[Collected data]
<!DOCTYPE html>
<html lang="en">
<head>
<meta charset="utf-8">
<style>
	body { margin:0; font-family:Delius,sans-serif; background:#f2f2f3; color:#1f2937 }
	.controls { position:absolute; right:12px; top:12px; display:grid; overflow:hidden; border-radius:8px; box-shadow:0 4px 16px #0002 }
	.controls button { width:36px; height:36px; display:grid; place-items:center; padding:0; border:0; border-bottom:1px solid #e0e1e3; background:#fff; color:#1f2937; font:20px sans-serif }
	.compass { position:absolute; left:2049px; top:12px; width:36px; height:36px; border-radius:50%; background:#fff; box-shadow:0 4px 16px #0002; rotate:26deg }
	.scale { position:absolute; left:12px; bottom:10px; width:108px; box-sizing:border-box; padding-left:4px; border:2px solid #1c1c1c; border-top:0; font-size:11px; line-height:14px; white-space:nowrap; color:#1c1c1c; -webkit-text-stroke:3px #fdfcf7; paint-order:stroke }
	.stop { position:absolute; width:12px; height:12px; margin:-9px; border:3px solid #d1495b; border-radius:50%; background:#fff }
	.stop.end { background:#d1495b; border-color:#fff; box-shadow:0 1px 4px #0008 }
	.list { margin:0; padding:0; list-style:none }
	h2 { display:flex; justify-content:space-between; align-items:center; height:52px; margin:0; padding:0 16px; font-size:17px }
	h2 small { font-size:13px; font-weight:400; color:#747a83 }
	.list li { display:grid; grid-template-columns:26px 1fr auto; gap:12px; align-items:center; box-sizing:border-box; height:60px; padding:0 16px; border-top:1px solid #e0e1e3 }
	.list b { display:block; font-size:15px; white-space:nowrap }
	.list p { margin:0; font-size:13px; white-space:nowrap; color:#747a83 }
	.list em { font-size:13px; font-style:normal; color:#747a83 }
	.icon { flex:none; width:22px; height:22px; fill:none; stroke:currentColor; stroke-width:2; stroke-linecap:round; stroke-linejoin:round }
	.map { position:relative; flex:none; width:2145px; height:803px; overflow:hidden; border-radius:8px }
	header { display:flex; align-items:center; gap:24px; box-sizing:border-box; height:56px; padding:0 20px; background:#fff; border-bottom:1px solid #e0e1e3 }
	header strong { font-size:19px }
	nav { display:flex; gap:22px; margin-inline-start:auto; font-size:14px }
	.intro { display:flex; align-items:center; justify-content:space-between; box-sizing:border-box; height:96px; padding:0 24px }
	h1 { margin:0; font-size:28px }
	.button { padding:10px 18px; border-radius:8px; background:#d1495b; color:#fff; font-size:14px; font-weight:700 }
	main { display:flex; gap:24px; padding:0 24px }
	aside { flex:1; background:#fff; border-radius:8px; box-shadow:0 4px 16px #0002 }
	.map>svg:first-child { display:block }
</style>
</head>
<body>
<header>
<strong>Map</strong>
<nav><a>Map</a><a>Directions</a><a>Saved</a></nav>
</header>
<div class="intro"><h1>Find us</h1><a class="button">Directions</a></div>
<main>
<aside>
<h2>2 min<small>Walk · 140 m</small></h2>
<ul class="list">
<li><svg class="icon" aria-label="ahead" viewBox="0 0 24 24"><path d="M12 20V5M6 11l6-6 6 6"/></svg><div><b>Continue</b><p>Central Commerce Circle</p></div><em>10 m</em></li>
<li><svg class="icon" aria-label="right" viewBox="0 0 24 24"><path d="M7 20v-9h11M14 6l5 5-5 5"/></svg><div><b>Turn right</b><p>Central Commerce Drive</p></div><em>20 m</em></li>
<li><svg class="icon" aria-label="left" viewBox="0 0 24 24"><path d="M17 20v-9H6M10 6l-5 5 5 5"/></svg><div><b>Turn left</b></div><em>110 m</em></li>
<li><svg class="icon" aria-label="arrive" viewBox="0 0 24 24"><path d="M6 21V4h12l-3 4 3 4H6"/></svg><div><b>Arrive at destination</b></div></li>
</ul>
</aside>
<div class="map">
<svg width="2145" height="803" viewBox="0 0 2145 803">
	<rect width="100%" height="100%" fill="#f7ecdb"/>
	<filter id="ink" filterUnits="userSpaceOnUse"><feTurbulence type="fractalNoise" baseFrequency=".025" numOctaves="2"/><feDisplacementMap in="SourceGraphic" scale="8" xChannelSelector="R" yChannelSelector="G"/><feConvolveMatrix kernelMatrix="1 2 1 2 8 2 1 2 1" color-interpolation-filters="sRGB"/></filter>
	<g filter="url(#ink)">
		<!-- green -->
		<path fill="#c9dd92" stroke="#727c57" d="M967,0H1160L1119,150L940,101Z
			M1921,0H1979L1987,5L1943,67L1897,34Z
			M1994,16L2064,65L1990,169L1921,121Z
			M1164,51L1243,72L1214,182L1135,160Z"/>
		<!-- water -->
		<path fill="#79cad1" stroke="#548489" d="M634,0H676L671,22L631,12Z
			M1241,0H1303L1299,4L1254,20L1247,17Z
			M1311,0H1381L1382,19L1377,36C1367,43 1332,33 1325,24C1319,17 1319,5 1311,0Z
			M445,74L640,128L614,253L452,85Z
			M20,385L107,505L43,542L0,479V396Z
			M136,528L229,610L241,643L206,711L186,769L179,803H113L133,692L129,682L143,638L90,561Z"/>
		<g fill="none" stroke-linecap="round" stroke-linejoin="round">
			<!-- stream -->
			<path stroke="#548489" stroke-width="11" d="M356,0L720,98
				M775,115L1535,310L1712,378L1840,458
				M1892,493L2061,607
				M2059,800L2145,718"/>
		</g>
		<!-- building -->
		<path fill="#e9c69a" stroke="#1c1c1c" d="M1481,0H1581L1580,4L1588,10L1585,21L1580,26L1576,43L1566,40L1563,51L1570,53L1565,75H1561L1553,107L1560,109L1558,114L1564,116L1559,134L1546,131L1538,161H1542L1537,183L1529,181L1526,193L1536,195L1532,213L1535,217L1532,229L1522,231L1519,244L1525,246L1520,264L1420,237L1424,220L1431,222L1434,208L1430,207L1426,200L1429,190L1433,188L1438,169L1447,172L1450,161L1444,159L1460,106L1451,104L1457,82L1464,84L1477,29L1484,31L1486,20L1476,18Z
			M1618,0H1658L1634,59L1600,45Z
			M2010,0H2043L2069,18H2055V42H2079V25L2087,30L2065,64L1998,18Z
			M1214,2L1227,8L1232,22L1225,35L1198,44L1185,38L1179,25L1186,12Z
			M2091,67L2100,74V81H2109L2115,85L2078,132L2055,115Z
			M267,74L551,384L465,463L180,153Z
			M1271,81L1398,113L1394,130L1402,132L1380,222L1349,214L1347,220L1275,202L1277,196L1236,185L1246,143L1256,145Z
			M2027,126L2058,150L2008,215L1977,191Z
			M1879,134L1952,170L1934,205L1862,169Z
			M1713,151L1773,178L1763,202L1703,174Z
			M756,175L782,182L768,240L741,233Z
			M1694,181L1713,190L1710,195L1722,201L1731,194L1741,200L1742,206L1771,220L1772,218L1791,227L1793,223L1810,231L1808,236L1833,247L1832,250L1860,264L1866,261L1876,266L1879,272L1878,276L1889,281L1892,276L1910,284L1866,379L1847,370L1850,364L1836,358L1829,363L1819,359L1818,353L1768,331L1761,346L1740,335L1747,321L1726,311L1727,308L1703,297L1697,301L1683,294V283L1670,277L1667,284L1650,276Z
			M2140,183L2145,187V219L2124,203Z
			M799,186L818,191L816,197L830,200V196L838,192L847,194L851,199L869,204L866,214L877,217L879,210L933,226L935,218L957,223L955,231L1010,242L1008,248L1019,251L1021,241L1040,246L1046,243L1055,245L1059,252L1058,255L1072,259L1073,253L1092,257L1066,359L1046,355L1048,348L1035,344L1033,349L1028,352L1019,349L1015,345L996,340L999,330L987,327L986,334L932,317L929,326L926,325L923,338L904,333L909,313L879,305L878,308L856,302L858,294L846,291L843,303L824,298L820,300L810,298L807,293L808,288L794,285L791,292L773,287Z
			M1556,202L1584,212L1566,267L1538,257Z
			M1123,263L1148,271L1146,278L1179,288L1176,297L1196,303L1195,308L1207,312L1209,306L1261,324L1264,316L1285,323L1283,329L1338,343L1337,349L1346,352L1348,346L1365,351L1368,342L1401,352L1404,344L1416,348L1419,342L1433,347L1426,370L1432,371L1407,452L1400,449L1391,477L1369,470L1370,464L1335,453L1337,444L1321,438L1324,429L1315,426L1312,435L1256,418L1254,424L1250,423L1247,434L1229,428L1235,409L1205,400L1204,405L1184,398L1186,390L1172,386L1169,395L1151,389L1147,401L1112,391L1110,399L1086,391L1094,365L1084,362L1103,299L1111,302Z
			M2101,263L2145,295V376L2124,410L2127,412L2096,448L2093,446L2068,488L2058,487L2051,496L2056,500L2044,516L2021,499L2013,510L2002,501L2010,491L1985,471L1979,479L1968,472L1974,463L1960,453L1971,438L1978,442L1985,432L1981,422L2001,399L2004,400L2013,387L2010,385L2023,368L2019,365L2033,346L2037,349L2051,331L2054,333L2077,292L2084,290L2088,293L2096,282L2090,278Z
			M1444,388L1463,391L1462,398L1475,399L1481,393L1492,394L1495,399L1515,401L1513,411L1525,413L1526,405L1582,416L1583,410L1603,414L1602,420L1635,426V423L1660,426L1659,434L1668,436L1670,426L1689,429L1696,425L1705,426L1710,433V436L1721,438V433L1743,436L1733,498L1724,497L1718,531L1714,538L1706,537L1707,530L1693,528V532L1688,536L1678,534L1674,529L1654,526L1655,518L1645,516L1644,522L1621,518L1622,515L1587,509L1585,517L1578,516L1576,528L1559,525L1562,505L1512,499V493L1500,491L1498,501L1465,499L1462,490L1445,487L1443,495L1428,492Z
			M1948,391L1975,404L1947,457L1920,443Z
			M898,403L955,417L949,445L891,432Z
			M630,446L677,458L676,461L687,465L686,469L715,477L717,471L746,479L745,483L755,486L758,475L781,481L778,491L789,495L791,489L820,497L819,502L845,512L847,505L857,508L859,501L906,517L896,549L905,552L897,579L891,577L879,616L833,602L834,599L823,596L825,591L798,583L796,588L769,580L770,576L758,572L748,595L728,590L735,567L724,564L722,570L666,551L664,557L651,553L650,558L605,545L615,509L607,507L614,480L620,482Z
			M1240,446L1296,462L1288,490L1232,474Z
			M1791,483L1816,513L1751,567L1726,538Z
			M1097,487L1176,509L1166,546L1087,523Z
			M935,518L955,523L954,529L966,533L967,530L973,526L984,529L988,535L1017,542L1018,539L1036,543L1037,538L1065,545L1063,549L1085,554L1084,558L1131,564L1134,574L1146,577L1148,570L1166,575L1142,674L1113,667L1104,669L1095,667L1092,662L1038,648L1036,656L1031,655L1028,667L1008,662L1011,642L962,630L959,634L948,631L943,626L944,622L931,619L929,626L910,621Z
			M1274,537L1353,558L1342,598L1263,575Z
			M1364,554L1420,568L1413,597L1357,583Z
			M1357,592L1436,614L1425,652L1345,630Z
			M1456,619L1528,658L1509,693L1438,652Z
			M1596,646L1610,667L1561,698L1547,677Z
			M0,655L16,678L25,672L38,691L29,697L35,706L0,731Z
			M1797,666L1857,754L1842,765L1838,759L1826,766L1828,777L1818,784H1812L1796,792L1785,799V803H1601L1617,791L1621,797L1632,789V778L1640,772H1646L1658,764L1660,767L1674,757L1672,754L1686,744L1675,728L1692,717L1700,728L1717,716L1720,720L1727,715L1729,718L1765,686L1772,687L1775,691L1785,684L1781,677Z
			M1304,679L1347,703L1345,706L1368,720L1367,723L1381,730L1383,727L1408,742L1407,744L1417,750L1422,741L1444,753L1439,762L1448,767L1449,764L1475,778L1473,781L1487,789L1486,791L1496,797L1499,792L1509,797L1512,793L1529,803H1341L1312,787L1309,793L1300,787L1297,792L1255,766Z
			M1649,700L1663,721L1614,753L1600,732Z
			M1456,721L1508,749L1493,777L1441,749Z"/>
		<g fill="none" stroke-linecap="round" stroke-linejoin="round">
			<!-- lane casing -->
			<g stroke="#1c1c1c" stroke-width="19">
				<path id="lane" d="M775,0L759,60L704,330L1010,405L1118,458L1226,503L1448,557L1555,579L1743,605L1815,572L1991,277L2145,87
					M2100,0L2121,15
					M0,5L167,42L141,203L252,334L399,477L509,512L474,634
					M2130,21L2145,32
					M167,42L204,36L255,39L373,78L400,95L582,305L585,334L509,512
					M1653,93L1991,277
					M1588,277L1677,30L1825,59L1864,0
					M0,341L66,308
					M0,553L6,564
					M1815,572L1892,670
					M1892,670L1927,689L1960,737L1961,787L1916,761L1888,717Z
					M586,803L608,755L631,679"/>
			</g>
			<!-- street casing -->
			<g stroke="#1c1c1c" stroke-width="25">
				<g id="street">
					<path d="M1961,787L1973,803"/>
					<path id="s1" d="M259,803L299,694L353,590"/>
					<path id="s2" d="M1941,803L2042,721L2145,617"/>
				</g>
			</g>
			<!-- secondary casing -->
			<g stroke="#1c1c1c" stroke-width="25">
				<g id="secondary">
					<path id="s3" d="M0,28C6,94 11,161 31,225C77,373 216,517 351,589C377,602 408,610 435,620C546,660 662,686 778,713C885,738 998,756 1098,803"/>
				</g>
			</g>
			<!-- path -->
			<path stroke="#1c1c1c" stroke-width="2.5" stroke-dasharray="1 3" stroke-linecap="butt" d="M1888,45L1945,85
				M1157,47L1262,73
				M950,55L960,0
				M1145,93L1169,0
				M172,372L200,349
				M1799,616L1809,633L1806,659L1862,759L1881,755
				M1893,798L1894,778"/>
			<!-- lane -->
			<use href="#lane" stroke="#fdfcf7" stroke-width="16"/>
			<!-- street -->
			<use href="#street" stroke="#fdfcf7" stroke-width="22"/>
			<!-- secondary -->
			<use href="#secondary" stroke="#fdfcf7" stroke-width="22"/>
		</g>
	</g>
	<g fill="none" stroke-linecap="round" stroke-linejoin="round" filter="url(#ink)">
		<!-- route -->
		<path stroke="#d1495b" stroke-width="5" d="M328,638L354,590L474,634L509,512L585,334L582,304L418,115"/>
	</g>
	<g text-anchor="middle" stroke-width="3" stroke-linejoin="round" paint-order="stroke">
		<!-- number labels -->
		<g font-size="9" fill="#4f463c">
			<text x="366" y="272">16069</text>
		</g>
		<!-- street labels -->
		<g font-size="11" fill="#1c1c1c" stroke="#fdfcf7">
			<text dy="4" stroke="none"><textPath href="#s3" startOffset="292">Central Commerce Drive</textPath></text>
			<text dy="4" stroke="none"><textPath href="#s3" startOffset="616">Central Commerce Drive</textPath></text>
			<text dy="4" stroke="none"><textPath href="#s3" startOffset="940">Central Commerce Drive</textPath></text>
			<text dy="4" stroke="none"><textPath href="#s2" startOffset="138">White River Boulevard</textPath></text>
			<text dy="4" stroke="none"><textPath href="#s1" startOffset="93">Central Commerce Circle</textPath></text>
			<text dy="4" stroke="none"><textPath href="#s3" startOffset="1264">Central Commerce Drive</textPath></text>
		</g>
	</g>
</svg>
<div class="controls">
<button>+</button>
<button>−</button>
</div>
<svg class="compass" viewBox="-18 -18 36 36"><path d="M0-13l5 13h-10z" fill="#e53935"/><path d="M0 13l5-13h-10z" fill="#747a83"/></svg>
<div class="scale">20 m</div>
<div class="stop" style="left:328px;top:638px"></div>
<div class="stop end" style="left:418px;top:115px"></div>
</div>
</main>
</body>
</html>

▸ What is required
Could you please retype the lines from the start of the data through the line with "position:absolute; right:12px; top:12px;", both included, and nothing else?

▸ Exercise result
<!DOCTYPE html>
<html lang="en">
<head>
<meta charset="utf-8">
<style>
	body { margin:0; font-family:Delius,sans-serif; background:#f2f2f3; color:#1f2937 }
	.controls { position:absolute; right:12px; top:12px; display:grid; overflow:hidden; border-radius:8px; box-shadow:0 4px 16px #0002 }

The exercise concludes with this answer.